Interview : Claire Paulhan

Claire Paulhan est la petite-fille de Jean Paulhan, dont elle a hérité de l’exigence, de la rigueur et de l’opiniâtreté, et s’est toujours passionnée pour les littératures autobiographiques, l’intime et les correspondances.
Depuis 1996, elle dirige sa propre maison d’éditions, où elle publie, sur du beau papier des journaux intimes et des lettres qui manquaient cruellement à notre histoire littéraire.

1. Vous rendez-vous compte chère Claire que lorsque j’ai dit à mes amis, pourtant moyennement cultivés, que j’allais faire l’interview de Claire Paulhan, cela n’a pas fait "tilt" dans leur esprit, même lorsque j’ai rajouté "Claire" comme " Jean Paulhan"... C’est dramatique non ?

Non, cela m’a l’air normal. Vos amis ne sont peut-être pas très intéressés par l’histoire littéraire. Mon grand-père, comme moi, beaucoup plus modestement avec ma petite maison d’éditions -, appartenons à ce registre de la culture, dont je vois bien qu’il ne passionne qu’un petit carré d’érudits ; mais ce petit carré est très actif, très "chercheur", très passionné.

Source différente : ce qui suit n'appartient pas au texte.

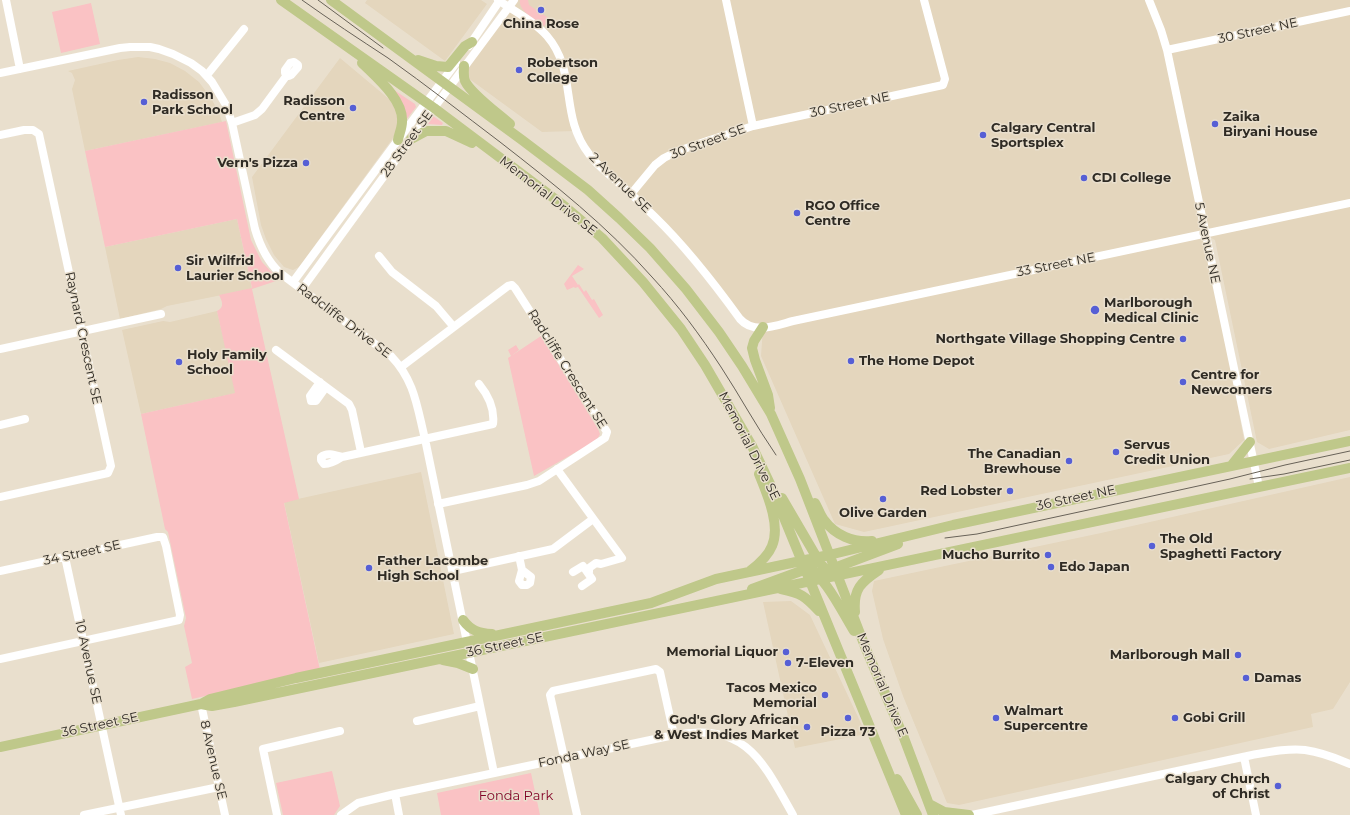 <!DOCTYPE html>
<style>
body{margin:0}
canvas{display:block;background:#e9dfcd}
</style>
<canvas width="1350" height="815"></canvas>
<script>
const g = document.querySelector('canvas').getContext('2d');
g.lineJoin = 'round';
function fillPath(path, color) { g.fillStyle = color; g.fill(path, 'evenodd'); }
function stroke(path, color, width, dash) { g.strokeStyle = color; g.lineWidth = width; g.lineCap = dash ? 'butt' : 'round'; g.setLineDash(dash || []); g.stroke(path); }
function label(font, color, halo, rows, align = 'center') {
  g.font = font + ' Montserrat,sans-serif'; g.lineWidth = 3; g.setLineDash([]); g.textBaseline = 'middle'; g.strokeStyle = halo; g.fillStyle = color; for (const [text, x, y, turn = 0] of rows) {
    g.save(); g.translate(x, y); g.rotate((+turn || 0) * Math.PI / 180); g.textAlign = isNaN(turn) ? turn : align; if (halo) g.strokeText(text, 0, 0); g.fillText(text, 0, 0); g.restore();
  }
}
fillPath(new Path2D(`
 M367,0H481L487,4L445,61L365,3Z
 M514,0H1350V430L1269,449L1257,442L1215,240L1206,235L1244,440L1229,454L864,532L835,524L761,356L763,328L752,327L702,269L598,164L575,131L542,132L464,75Z
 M138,57L155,59L170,63L185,71L199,82L211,98L219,113L222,122L85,151L72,89L75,80L72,73L68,71L118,60Z
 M340,58L389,99L396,110L398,116V131L299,267L293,270L284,267L274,255L266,239L261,225L252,177Z
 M237,219L252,289L167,306L161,309L120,319L105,247Z
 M217,311L236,393L141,414L122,330L163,321L170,322Z
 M421,472L454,634L319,663L284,502Z
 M1350,477V682L1333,709L1311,714L1313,727L959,805L947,803L903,696L883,639L872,591L874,581L1101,533Z
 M791,601L810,615L866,734L795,748L763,602Z`), '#e4d6bd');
fillPath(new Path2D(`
 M520,0H528L529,5L550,19L544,26C536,20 518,11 520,0Z
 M91,3L100,44L61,53L52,12Z
 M391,88L415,104L416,107L406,120Z
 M433,116L443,123L442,125L428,124Z
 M226,121L251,240L262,262L279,280L252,289L299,499L284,503L320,670L192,699L185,667L192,663L184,626L186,618L168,532L165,529L141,414L235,393L217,311C225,307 222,301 219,295L252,288L237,219L105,247L85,151Z
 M578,265L584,269L572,276L578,285L579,284L584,292L586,290L592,300L594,299L603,315L599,318L578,287L575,288L574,287L567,290L564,284Z
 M541,336L598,429L600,434L597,440L534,476L508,358Z
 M516,345L519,350L511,356L508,350Z
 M332,771L340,806L334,815H283L276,783Z
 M531,773L540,815H441L437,793Z`), '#fac2c4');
stroke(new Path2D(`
 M6,0L20,69
 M498,0C514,11 534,21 547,36C578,72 559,116 589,154C595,163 604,170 612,177C627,190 641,203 655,217C687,248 714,283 740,319C754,335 777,325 793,321L1350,203
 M726,0L753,126
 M1149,0L1161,30L1167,50L1259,487
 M469,46L500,0
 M1167,50L1350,11
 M294,62L298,65V67L291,75L289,76L285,73V70L290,63Z
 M0,73L120,48L130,47H150L159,49L173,54L191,63L202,71L212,82L226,105L232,123L255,229C260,246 267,261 280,273L391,356C415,381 417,407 425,439L494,773
 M207,75L244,29
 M232,123L255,115L262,109L287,75
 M0,135L24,130H33L39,134L111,466L108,473L0,497
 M631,194L655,165L664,158L678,151L707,141L753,126L943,85L945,79L924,0
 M379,256L392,272L436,306L453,326
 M293,282L392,148L456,63
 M302,289L411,139L514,0
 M0,349L161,314
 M276,350L349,404L352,410L361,452
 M401,367L496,295L508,286L512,285L515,288L607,432L605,438L539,481L527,485L438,504
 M320,382L310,396L311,401H316L326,387
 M0,425L25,419
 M342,457C335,455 327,452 321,457V460L324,464C331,464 336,461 342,457L493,424C495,408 488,395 479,384
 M557,469L622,558L601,564L596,563L589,568V572
 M519,556L522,570L519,581L522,585H527L530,583L531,577L522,570
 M65,557L121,815
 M0,571L157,537H163L166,546L180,615L179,620L0,659
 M453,571L553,549L593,519
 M573,572L583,566L592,579L582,586
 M201,704L225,815
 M417,721L480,706
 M1244,757L1256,815
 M395,794L399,815
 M84,815L219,787
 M277,815L263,749L340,731
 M341,815L358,803L395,794L674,735C746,722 762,760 793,815
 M577,815L550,695L553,691L656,669L660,672L674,735
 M972,815L1252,755C1269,752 1288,748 1305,750C1321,752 1336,758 1350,764`), '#fff', 8);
stroke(new Path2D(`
 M281,0L434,108L563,205L602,238L643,282L681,329L705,365L752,446L771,486L906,815
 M331,0L522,140L588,190L619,218L650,248L686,289L719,332L742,366L771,414L800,479L866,649L904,738L933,815
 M418,60L436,66L448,67L465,46L472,42
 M362,63C376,77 404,100 402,122C402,128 399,134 398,140
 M464,66C464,71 463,76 465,81C471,94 499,114 510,124
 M411,139L426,131H446L472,143
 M763,327L754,341L752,348L755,360L768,395L770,408
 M1231,466L1250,442
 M782,498L820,563L827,571L838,576
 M815,503C818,508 820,515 824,520C835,535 853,543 872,541
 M802,561C826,578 839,606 854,631
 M829,570L898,544
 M750,571C759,564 768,556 772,546C781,525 767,494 759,474
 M752,589L812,567
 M781,589C801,593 805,596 819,611
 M855,612C853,589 861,582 879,570
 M463,620C471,631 479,633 492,634
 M443,660L458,663L473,669
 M201,704L212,706L234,702C606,624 978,547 1350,468
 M0,747L201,704L210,699L296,678L651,603L716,579L829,555L953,525L1350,441
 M897,779L917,815
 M929,804L944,812L969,815`), '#bfc88a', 10);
stroke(new Path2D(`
 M302,0C330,20 359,39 388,58C426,85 463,114 500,142C554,184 607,226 652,277C678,305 700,335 721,367C740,396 756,426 776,455
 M318,0L383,48
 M1250,479L1284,474L1350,460
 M945,538L977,534L1102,507L1230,479L1285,465L1350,451`), '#686258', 1);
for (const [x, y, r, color] of [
 [541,10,4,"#565fd5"],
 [519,70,4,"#565fd5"],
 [144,102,4,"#565fd5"],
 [353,108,4,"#565fd5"],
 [1215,124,4,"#565fd5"],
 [983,135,4,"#565fd5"],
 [306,163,4,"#565fd5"],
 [1084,178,4,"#565fd5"],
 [797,213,4,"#565fd5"],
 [178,268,4,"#565fd5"],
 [1095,310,5,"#565fd5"],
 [1183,339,4,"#565fd5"],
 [851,361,4,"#565fd5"],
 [179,362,4,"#565fd5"],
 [1183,382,4,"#565fd5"],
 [1116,452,4,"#565fd5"],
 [1069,461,4,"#565fd5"],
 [1010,491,4,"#565fd5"],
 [883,499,4,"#565fd5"],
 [1152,546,4,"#565fd5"],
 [1048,555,4,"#565fd5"],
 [1051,567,4,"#565fd5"],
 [369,568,4,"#565fd5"],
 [786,652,4,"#565fd5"],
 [1238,655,4,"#565fd5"],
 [788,663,4,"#565fd5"],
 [1246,678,4,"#565fd5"],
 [825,695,4,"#565fd5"],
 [848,718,4,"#565fd5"],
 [996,718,4,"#565fd5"],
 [1175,718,4,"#565fd5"],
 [807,727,4,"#565fd5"],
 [1278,786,4,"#565fd5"]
]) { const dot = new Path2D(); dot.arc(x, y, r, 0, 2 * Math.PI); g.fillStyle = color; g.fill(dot); stroke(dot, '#e9dfcd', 1.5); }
label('bold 13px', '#2f2b24', '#e9dfcd', [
 ["China Rose",541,24,"center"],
 ["Robertson",527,63],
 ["College",527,78],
 ["Radisson",152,95],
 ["Park School",152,110],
 ["Radisson",345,101,"right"],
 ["Centre",345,116,"right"],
 ["Zaika",1223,117],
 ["Biryani House",1223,132],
 ["Calgary Central",991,128],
 ["Sportsplex",991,143],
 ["Vern's Pizza",298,163,"right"],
 ["CDI College",1092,178],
 ["RGO Office",805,206],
 ["Centre",805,221],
 ["Sir Wilfrid",186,261],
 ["Laurier School",186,276],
 ["Marlborough",1104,303],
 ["Medical Clinic",1104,318],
 ["Northgate Village Shopping Centre",1175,339,"right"],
 ["Holy Family",187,355],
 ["School",187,370],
 ["The Home Depot",859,361],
 ["Centre for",1191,375],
 ["Newcomers",1191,390],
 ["Servus",1124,445],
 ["Credit Union",1124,460],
 ["The Canadian",1061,454,"right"],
 ["Brewhouse",1061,469,"right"],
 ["Red Lobster",1002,491,"right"],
 ["Olive Garden",883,513,"center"],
 ["The Old",1160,539],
 ["Spaghetti Factory",1160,554],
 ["Mucho Burrito",1040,555,"right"],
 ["Father Lacombe",377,561],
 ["High School",377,576],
 ["Edo Japan",1059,567],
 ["Memorial Liquor",778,652,"right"],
 ["Marlborough Mall",1230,655,"right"],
 ["7-Eleven",796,663],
 ["Damas",1254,678],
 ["Tacos Mexico",817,688,"right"],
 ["Memorial",817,703,"right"],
 ["Walmart",1004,711],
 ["Supercentre",1004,726],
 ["Gobi Grill",1183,718],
 ["God's Glory African",799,720,"right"],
 ["& West Indies Market",799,735,"right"],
 ["Pizza 73",848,732,"center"],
 ["Calgary Church",1270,779,"right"],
 ["of Christ",1270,794,"right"]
], 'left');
label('13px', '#2f2b24', '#e9dfcd', [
 ["30 Street NE",1258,31,-12],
 ["30 Street NE",850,105,-12],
 ["30 Street SE",708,142,-20],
 ["28 Street SE",407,144,-54],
 ["2 Avenue SE",620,183,44],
 ["Memorial Drive SE",548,196,38],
 ["5 Avenue NE",1207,243,78],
 ["33 Street NE",1056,265,-11],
 ["Radcliffe Drive SE",344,321,37],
 ["Raynard Crescent SE",83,338,78],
 ["Radcliffe Crescent SE",567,369,58],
 ["Memorial Drive SE",749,446,63],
 ["36 Street NE",1076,498,-12],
 ["34 Street SE",82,553,-12],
 ["36 Street SE",505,645,-12],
 ["10 Avenue SE",88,662,78],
 ["Memorial Drive E",882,685,67],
 ["36 Street SE",100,725,-12],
 ["Fonda Way SE",584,754,-12],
 ["8 Avenue SE",213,760,77]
]);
label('13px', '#830327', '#e9dfcd', [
 ["Fonda Park",516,796]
]);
</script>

Alors, c’est déjà beaucoup.

2. Le grand public garde peu de chose en mémoire concernant Jean Paulhan, il l’associe beaucoup à sa correspondance, à la NRF et un peu à son siège d’académicien et c’est à peu près tout...

Et ce n’est déjà pas si mal, car le plus public de sa vie intellectuelle est bien là : dans l’importance qu’il a donnée à la Nouvelle Revue française, dans l’attention à ses pairs qu’il a manifestée dans ses lettres, dans la malice qu’il a mise à entrer à l’Académie française, en se réjouissant (peu de temps) de contribuer au Dictionnaire.

3. Quelle est la pire idée fausse qui circule sur lui ?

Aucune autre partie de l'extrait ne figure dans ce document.